The biggest player in the Ring of Fire, a 5,000 square kilometre tract of land in Ontario’s Far North that is said to hold a potential $50 billion in mineral deposits, announced late Wednesday it is halting work on its $3.3 billion chromite project indefinitely, blaming, for the most part, an “uncertain timeline.”

If Cliffs’ decision to stop development is the death of that high stakes mining discovery, it was anything but a sudden one.

This past summer, I was one of just two reporters covering a historic three-day meeting of the Matawa First Nations, a group that represents many of the communities that are affected by Ring of Fire development.

As part of my reporting for HuffPost’s Staking Claim series, I’ve spoken to the major players in the First Nations community, in government and from the mining companies involved.

They all saw this coming. And none are panicking that the Ring of Fire has been extinguished.

Any insider could see the signs: the many stalls, delays and conflicts between miners and First Nations; miners and government; and government and First Nations.

Just about the only thing the players have agreed upon is the need to “get it right.” The problem is no one has agreed on what that means.

Cliffs has been telegraphing its frustration with the development process every time I have spoken with execs over the past year. It has warned, with growing severity, that it might be “forced” to pull out of the Black Thor chromite project if it doesn’t see better progress.
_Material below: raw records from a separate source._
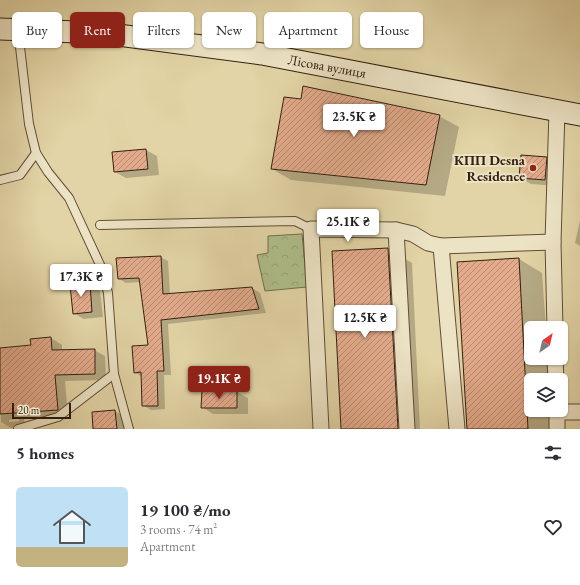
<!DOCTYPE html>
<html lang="en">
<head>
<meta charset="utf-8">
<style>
	:root { --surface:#fff; --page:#f7f7f7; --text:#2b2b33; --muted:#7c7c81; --accent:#8f2418 }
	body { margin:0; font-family:"EB Garamond",serif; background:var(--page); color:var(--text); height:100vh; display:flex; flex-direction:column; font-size:15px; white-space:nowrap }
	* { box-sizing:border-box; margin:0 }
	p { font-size:13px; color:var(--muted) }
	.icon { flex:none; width:22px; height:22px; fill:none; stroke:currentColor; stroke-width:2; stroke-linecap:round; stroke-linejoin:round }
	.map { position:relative; height:429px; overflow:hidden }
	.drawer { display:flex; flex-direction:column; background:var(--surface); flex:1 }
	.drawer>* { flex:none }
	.top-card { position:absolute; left:12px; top:12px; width:556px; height:36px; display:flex; gap:8px }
	.needle { width:26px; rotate:34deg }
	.tools { position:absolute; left:524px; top:321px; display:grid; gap:8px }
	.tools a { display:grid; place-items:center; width:44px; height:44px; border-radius:6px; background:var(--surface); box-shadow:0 1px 3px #0004; font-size:20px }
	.scale { position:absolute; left:12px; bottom:10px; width:59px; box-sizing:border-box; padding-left:4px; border:2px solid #342010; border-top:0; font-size:11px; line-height:14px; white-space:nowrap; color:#342010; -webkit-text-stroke:3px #ece3c5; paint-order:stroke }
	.price { position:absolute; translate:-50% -34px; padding:0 9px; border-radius:4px; background:#fff; color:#222; font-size:13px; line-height:26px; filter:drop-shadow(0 1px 2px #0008) }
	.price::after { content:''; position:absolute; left:50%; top:24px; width:12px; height:9px; margin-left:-6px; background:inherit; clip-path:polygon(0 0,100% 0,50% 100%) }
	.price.selected { background:var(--accent); color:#fff }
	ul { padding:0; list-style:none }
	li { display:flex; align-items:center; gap:12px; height:100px; padding:0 16px }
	li span { display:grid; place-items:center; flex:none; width:112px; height:80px; border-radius:6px; color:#555 }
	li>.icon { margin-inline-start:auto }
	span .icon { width:48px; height:48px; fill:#fffc; stroke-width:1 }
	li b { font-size:17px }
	h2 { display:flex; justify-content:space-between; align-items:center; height:48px; padding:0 16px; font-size:17px }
	.tag { padding:0 14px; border-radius:6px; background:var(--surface); box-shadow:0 1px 3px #0004; font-size:14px; line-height:36px }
	.tag.selected { background:var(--accent); color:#fff }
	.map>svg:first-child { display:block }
	.forest { fill:url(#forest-crowns); stroke:#716f4d }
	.shadow { fill:#0003; fill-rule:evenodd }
	.building { fill:url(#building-hatch); stroke:#342010 }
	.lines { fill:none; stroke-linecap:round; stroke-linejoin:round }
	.service-casing { stroke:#604d36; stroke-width:10 }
	.minor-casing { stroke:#604d36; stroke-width:17 }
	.secondary-casing { stroke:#342010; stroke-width:23 }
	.service { stroke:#ece3c5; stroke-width:8 }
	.minor { stroke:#ece3c5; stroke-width:15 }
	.secondary { stroke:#ece3c5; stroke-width:21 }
	.poi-dot { fill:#8f2418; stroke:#ece3c5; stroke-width:1.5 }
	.labels { text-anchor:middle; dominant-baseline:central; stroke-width:4; stroke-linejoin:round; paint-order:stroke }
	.street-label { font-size:14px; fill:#342010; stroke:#ece3c5 }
	.poi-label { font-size:14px; font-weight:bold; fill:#342010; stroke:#ece3c5; text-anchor:end }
</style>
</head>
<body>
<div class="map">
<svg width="580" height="429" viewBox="0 0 580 429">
	<defs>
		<pattern id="forest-crowns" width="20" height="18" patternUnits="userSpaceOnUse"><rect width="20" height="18" fill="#aebe8a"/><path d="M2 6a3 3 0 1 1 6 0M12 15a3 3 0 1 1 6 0" fill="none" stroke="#96a376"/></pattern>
		<pattern id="building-hatch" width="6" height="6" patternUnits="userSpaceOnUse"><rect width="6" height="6" fill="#e3ab8c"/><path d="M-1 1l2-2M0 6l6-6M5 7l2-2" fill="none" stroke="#b98b71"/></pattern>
	</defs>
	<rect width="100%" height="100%" fill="#e2d4a6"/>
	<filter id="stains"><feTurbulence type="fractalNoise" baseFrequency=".005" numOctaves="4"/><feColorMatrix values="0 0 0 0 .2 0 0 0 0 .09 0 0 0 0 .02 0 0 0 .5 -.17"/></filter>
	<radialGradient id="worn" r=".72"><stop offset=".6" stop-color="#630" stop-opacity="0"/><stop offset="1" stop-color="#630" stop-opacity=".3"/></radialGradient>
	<polygon class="forest" points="302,234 307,287 265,291 257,255 268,253 268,236"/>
	<g class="shadow">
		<polygon points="439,116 459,127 445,196 291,180 272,169"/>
		<polygon points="146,150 157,156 159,175 126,178 115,172"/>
		<polygon points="546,158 557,165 556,186 531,184 520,178"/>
		<polygon points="580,220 580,246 575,243"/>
		<polygon points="388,249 412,263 420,429 342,429"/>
		<polygon points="160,257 168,261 170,294 252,288 260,293 266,313 168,324 171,375 164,375 165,409 151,410 143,405 142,377 134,372 149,346 141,282 126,283 118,278"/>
		<polygon points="519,259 542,273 546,328 531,328 531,358 547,358 548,380 531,380 531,410 550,410 551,429 468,429"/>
		<polygon points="89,284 100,291 103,317 84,319 73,313"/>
		<path d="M51 338 62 345V351L94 350 105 356 106 380 65 381 68 416 24 419 25 426 11 428 1 422 0 349 32 346ZM19 419V421L9 422V420Z"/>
		<polygon points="237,392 248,398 248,414 213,414 202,407"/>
		<polygon points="115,411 126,418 127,429 94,429 93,413"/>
	</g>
	<g class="building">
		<polygon points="303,86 440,115 426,185 271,169 284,97 301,99"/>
		<polygon points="146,149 148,169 114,172 112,152"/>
		<polygon points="521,155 547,157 545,180 519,178"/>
		<polygon points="388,248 398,429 341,429 332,251"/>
		<polygon points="161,256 163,294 252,287 259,309 161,320 164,371 157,371 158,406 142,406 141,372 134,373 132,346 148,345 139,278 118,279 116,258"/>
		<polygon points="519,258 528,429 467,429 457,262"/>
		<polygon points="90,283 92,312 73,314 70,285"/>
		<polygon points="51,337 52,350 95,349 95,374 55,375 58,410 0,414 0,348 31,345 30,339"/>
		<polygon points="202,391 237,391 237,408 201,408"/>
		<polygon points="115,410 117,429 93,429 92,412"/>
	</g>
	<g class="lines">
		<g class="service-casing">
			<g id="service">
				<polyline points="0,180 20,175 36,153"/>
				<polyline points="100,225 295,221 311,229"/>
				<polyline points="114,374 129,429"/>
				<polyline points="18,429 58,417 114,374 108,293 102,269 69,198 48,172 36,153 29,124 18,30"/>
			</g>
		</g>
		<g class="minor-casing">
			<g id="minor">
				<polyline points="396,230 407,429"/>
				<polyline points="441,246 457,429"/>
				<polyline points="555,328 553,242 557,110"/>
				<polyline points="555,358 556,380"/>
				<polyline points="557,410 557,429"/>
				<polyline points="557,412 580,412"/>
				<polyline points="321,429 311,229 396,230 413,234 428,243 441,246 553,242"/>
			</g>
		</g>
		<g class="secondary-casing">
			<polyline id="secondary" points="0,29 103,33 262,54 580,115"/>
		</g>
		<use href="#service" class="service"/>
		<use href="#minor" class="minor"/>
		<use href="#secondary" class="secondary"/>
	</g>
	<circle class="poi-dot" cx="533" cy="168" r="4"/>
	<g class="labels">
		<g class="street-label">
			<text transform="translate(327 66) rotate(10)">Лісова вулиця</text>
		</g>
		<g class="poi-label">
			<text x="525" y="160">КПП Desna<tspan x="525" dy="16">Residence</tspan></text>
		</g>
	</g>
	<rect width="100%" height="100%" filter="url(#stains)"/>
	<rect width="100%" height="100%" fill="url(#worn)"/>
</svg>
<div class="tools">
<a><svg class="needle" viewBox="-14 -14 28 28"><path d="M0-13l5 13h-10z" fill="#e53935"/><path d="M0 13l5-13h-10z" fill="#7c7c81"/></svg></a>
<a><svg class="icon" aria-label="layers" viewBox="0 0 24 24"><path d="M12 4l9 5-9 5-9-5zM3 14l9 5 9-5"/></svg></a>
</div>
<div class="scale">20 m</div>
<b class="price" style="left:354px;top:138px">23.5K ₴</b>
<b class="price" style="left:348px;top:243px">25.1K ₴</b>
<b class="price" style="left:81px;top:298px">17.3K ₴</b>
<b class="price" style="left:365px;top:339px">12.5K ₴</b>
<b class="price selected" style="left:219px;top:400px">19.1K ₴</b>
<div class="top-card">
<a class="tag">Buy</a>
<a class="tag selected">Rent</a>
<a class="tag">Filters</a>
<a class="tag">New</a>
<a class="tag">Apartment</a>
<a class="tag">House</a>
</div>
</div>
<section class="drawer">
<h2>5 homes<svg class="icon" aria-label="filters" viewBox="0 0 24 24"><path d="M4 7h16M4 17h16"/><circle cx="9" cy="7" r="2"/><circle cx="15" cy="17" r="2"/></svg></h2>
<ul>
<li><span style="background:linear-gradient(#bfe0f5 75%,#c2b280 0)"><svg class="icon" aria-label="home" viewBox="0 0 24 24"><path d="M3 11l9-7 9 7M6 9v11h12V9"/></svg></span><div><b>19 100 ₴/mo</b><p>3 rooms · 74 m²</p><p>Apartment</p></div><svg class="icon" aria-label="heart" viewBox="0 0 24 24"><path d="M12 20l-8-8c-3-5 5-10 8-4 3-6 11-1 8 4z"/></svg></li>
</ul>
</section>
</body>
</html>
It said so in June, when it halted its Environmental Assessment over a number of uncertainties, and it said so even louder in September when the province denied it the right to build a road on land held by a rival miner.

For the company struggling with funding expansion in an era of low metal prices, the choice to stop work in the Ring of Fire was simple math. Patricia Perisco of Cliffs explained that projects compete internally for funding and Black Thor was a tough sell.

The U.S. mining giant has called the region unprecedented both in the opportunity to open a new mining region and in the scale of the challenges the company faced.